Spiritual math is weird

a math equation, written by a doctor of physics, that I cannot understand

Then Jesus said, “Come to me, all of you who are weary and carry heavy burdens, and I will give you rest. Take my yoke upon you. Let me teach you, because I am humble and gentle at heart, and you will find rest for your souls. For my yoke is easy to bear, and the burden I give you is light.” (Matthew 11:28-30 NLT)

Read the passage again.

Did you notice Jesus saying that all we who are weary would get to put down our heavy burdens and carry his light one instead?

I didn’t either.

Which makes this an odd passage, but also right. Because his listeners had many burdens they couldn’t put down:

  • scraping out a subsistence living
  • paying ever-increasing taxes
  • being subjects of Rome
  • if a slave or a woman, being unable to make choices to determine your fate
  • miscarriage and infertility
  • social stigma
  • illness
  • injury
  • physical disability.

As do we:

  • poverty and job insecurity
  • paying ever-increasing taxes
  • many people live in dangerous and violent situations
  • racism
  • slaves (aka victims of human trafficking) unable to make choices to determine their fate
  • miscarriage and infertility
  • social stigma
  • addiction
  • mental illness
  • although we’ve made astonishing advances in medicine, people must still live with chronic illnesses, and with the side-affects of surgeries and medicines.

Although there were and are miraculous healings, and people being cured of addictions and illnesses, and injuries disappearing, and relationships being restored, and wombs opening — not everyone who asks gets healed; justice does not always come.

And Jesus tells us to add his yoke to the burdens we already carry.

our burdens + Jesus’s yoke = rest for our souls

That’s some weird spiritual math (weirder than the actual equation in the post image). But it’s true.

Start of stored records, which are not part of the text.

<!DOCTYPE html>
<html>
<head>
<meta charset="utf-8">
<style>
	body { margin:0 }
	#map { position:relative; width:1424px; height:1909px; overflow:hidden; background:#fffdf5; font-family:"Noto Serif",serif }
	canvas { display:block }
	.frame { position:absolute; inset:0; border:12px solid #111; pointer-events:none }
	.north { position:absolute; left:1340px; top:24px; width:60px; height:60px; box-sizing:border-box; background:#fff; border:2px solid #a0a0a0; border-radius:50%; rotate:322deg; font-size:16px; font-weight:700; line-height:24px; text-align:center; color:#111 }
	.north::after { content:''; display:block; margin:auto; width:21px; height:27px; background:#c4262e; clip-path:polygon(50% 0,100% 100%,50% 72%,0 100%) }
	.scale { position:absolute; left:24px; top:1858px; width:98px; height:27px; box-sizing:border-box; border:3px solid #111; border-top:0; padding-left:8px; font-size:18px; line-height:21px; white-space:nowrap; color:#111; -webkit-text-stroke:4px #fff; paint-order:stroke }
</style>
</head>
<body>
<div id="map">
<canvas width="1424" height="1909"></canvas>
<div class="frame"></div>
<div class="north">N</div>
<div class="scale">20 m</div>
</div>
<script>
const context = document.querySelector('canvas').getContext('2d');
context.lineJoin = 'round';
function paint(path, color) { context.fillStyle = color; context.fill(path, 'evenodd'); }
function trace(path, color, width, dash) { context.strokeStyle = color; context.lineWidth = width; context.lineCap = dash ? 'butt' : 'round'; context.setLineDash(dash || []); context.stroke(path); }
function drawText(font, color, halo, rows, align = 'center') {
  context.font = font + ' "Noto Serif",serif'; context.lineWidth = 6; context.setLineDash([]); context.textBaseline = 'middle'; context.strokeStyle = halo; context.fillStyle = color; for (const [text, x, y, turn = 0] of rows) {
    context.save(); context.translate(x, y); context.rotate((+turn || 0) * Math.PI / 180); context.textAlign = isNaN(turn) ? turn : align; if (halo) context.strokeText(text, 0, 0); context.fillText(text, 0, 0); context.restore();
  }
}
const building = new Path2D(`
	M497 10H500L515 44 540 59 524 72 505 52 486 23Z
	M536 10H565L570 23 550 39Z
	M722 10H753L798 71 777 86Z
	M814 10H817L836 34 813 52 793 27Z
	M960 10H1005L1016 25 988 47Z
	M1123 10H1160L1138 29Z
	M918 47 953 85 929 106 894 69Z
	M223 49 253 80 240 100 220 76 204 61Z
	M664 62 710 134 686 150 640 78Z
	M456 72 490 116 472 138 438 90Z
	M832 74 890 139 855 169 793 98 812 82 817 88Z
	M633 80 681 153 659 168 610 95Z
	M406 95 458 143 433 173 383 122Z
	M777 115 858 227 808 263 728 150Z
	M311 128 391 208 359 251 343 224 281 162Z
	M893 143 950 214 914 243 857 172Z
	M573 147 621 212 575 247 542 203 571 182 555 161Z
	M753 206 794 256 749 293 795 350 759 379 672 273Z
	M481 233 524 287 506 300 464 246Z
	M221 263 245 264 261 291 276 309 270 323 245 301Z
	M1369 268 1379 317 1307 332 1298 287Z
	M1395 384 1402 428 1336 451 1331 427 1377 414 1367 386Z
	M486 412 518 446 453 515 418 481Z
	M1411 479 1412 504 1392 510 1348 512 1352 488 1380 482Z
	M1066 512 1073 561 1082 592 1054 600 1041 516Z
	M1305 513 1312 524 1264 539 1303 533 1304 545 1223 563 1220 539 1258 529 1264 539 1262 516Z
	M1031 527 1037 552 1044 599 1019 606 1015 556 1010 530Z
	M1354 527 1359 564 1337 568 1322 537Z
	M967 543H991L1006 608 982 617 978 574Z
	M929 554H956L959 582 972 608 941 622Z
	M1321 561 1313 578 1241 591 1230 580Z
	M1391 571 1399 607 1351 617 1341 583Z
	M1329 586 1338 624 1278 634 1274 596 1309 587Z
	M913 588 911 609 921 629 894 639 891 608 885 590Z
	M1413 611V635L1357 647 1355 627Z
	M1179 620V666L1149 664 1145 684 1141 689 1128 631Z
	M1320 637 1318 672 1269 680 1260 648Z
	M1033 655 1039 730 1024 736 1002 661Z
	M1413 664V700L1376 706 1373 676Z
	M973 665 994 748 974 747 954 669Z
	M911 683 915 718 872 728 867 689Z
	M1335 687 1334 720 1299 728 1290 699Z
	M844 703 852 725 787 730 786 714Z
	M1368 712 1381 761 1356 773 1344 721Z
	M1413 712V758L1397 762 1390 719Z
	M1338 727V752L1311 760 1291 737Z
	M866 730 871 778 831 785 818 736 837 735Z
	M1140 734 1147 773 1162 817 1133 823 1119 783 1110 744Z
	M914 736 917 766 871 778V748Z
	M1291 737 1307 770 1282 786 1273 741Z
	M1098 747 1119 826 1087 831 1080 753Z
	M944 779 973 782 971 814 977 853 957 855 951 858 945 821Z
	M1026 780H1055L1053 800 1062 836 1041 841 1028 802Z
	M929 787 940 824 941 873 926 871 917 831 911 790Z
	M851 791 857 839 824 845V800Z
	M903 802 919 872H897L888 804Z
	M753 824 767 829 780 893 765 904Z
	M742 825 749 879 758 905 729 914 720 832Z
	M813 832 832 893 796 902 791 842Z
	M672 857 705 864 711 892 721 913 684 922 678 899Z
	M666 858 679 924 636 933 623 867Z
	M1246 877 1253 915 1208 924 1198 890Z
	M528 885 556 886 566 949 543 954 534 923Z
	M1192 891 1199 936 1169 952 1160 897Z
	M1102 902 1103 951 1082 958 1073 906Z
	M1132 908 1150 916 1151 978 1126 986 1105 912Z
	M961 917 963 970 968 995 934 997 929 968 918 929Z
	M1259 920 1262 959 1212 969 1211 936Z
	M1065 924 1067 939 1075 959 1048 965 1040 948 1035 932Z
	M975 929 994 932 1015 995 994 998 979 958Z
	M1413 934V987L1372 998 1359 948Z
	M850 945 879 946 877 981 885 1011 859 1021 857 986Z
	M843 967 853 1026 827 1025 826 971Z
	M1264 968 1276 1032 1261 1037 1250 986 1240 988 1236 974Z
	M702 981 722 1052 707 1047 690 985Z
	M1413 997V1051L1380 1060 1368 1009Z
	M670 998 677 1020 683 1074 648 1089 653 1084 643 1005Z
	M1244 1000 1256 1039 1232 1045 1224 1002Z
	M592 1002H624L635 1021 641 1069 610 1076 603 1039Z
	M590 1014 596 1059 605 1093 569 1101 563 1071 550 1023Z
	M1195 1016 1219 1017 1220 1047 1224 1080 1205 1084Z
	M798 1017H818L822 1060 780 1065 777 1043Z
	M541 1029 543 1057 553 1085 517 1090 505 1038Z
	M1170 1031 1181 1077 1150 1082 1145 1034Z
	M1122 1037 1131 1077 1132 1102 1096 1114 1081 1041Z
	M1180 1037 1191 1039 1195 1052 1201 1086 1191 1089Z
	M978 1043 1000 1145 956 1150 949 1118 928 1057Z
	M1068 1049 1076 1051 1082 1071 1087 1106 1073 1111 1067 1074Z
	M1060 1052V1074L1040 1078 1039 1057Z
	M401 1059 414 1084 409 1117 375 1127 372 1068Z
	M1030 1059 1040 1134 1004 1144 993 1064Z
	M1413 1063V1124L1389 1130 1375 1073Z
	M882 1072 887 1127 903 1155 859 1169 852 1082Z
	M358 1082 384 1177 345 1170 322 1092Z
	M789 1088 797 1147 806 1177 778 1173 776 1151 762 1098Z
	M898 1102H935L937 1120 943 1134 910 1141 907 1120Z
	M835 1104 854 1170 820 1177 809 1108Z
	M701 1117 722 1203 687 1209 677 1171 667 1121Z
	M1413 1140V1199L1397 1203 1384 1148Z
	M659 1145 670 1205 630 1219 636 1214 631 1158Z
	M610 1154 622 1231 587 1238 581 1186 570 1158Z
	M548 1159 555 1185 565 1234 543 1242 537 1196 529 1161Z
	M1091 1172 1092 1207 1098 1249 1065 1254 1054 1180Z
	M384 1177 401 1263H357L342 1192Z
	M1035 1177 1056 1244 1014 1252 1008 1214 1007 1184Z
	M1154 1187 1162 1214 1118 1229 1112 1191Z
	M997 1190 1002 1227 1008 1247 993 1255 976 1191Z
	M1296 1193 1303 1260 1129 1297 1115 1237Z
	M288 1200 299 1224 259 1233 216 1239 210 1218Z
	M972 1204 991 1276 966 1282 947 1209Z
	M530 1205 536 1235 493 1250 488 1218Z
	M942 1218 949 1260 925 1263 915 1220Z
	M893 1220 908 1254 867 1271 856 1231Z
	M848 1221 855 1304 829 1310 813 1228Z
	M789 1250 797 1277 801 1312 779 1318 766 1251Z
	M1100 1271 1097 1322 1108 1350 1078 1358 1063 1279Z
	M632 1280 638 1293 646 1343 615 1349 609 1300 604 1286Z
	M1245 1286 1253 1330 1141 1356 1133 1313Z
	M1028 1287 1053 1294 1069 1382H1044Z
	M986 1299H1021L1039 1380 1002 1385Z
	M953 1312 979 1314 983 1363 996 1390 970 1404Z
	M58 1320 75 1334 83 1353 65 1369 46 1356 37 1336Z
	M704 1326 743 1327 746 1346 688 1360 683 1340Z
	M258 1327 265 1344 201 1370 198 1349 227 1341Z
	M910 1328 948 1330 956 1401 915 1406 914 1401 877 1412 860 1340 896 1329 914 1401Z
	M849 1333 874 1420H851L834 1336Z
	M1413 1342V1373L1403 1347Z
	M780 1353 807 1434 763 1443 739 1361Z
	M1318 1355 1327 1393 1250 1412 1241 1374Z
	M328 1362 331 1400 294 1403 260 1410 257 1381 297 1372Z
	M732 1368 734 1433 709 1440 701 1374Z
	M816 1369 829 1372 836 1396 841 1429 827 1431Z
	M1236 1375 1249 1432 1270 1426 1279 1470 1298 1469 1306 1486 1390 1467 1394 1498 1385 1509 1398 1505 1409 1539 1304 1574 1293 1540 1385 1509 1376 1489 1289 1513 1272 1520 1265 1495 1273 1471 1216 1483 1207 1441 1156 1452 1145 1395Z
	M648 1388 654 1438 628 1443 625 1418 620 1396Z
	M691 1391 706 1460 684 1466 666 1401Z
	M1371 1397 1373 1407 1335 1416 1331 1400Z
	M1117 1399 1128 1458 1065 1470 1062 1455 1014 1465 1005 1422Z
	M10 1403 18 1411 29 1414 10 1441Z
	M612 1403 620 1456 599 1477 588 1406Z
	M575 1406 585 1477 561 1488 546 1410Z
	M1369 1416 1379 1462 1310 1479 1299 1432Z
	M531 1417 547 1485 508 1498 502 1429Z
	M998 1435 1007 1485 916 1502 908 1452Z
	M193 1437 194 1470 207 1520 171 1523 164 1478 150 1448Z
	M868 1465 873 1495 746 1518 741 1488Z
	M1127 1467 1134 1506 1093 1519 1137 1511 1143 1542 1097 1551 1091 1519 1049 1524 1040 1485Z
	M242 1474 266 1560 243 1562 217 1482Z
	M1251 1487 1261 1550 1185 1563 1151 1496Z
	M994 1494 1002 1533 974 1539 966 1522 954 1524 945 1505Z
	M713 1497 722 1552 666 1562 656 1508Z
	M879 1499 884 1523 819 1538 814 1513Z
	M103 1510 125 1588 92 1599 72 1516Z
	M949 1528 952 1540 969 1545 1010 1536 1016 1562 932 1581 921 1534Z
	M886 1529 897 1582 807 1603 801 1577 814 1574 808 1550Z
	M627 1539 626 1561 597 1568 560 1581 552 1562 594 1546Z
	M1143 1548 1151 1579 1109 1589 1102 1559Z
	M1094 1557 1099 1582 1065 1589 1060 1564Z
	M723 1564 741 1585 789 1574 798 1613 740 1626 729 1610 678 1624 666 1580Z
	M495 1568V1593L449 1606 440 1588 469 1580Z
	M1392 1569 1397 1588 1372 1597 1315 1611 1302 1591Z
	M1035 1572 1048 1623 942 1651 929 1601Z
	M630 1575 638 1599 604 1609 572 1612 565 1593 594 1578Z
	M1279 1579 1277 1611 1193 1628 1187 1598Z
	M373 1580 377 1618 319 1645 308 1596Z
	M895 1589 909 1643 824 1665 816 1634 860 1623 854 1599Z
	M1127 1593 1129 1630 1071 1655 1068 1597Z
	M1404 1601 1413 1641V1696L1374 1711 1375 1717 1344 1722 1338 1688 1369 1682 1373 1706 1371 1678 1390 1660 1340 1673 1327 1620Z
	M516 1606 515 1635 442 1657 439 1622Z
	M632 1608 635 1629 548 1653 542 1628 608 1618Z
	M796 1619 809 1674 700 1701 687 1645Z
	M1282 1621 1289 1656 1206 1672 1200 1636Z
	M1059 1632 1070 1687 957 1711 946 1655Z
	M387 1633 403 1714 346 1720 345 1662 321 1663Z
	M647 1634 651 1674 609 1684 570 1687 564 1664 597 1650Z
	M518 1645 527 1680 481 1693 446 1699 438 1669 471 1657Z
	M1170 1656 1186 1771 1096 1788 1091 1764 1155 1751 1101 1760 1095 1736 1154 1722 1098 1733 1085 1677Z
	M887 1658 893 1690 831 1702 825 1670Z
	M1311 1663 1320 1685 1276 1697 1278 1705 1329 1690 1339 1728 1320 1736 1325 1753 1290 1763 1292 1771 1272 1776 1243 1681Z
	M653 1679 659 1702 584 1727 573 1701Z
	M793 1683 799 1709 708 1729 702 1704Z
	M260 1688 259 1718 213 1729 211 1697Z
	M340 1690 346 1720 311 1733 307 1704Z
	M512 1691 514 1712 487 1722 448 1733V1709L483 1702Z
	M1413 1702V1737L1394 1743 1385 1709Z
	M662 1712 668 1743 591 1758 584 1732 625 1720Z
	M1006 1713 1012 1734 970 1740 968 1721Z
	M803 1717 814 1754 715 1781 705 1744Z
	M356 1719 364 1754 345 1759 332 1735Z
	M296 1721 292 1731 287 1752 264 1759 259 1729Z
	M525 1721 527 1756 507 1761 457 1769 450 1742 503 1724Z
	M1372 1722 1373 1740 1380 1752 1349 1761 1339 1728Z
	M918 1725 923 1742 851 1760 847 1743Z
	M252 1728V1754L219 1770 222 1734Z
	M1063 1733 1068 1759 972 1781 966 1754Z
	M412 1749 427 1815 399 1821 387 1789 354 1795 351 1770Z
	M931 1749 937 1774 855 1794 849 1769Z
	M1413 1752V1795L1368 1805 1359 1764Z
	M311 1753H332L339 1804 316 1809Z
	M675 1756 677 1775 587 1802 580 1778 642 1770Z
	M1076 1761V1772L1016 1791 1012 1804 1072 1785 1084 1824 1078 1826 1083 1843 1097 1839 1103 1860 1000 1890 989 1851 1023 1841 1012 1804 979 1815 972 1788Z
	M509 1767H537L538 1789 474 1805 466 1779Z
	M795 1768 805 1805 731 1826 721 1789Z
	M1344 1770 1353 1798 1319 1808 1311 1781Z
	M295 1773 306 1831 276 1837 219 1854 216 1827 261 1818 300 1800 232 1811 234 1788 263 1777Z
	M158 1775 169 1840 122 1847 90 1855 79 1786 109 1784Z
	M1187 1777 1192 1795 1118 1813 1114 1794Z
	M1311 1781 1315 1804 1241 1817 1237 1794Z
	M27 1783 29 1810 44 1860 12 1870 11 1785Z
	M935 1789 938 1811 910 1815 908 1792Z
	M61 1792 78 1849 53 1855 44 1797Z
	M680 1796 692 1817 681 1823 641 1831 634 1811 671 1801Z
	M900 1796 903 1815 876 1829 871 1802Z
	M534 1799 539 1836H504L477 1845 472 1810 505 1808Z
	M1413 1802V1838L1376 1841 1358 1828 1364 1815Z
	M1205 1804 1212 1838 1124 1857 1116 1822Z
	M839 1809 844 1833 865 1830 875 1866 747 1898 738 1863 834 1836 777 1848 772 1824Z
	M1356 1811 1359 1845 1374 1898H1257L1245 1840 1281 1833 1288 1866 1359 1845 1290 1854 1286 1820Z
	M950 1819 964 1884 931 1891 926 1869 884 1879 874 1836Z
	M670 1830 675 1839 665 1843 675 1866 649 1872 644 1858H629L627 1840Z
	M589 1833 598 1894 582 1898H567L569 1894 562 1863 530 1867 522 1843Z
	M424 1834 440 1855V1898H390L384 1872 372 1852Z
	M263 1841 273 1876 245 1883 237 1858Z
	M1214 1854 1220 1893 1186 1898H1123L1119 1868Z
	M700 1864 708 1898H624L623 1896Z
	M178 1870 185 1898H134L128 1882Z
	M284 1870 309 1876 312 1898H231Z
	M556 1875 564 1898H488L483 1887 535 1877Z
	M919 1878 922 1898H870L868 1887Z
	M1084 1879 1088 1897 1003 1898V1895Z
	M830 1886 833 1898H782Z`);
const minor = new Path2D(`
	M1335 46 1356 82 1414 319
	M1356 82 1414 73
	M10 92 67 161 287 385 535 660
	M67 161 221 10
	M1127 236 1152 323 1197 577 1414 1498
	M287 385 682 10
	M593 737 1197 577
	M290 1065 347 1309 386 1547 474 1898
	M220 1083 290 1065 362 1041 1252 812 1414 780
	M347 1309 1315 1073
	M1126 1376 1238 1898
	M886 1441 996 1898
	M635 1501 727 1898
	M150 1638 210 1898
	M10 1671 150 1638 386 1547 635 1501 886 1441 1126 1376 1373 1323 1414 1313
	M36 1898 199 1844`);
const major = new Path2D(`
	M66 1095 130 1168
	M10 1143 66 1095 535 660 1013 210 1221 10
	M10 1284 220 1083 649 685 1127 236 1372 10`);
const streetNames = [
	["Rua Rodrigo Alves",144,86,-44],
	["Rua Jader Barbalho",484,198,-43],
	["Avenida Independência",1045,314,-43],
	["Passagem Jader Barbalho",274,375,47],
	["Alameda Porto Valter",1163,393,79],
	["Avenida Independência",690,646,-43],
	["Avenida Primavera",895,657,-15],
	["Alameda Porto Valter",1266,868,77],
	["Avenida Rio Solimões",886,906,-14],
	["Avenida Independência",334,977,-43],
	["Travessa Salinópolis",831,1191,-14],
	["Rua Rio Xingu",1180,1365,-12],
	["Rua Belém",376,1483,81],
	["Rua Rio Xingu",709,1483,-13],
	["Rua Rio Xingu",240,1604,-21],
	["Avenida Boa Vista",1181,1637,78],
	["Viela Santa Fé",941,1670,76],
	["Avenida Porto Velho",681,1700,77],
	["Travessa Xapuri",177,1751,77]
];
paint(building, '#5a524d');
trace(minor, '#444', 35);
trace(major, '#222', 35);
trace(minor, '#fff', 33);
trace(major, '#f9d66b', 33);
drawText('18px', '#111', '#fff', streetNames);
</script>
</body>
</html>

Somehow, the love and comfort and strength of God makes a difference. Our burdens may still be heavy, but we can bear them, or we can bear them differently, because we can share them with Jesus and with others who also love Jesus. We can experience deep rest during prayer, or worship, or communing with God in whatever way he reaches us. And somehow we can go on, and even thrive, with our burdens.

I cannot explain it, but I’ve found it to be true. I’ve had a year of horrible and crushing burdens that I never imagined carrying and didn’t have the choice to put down, but the love of God and of those who also love God sustained me. And those burdens lightened. They are still there, but a year later, they don’t weigh me down like they did.

Happily, we don’t need to explain this weird spiritual math to trust that it’s true, and to keep choosing to add Jesus’s yoke to our burdens and thereby find rest for our souls.* 



* This passage is often interpreted as being about the heavy burdens of religious rigamarole, but Jesus usually spoke on a number of levels, so I think this works, too.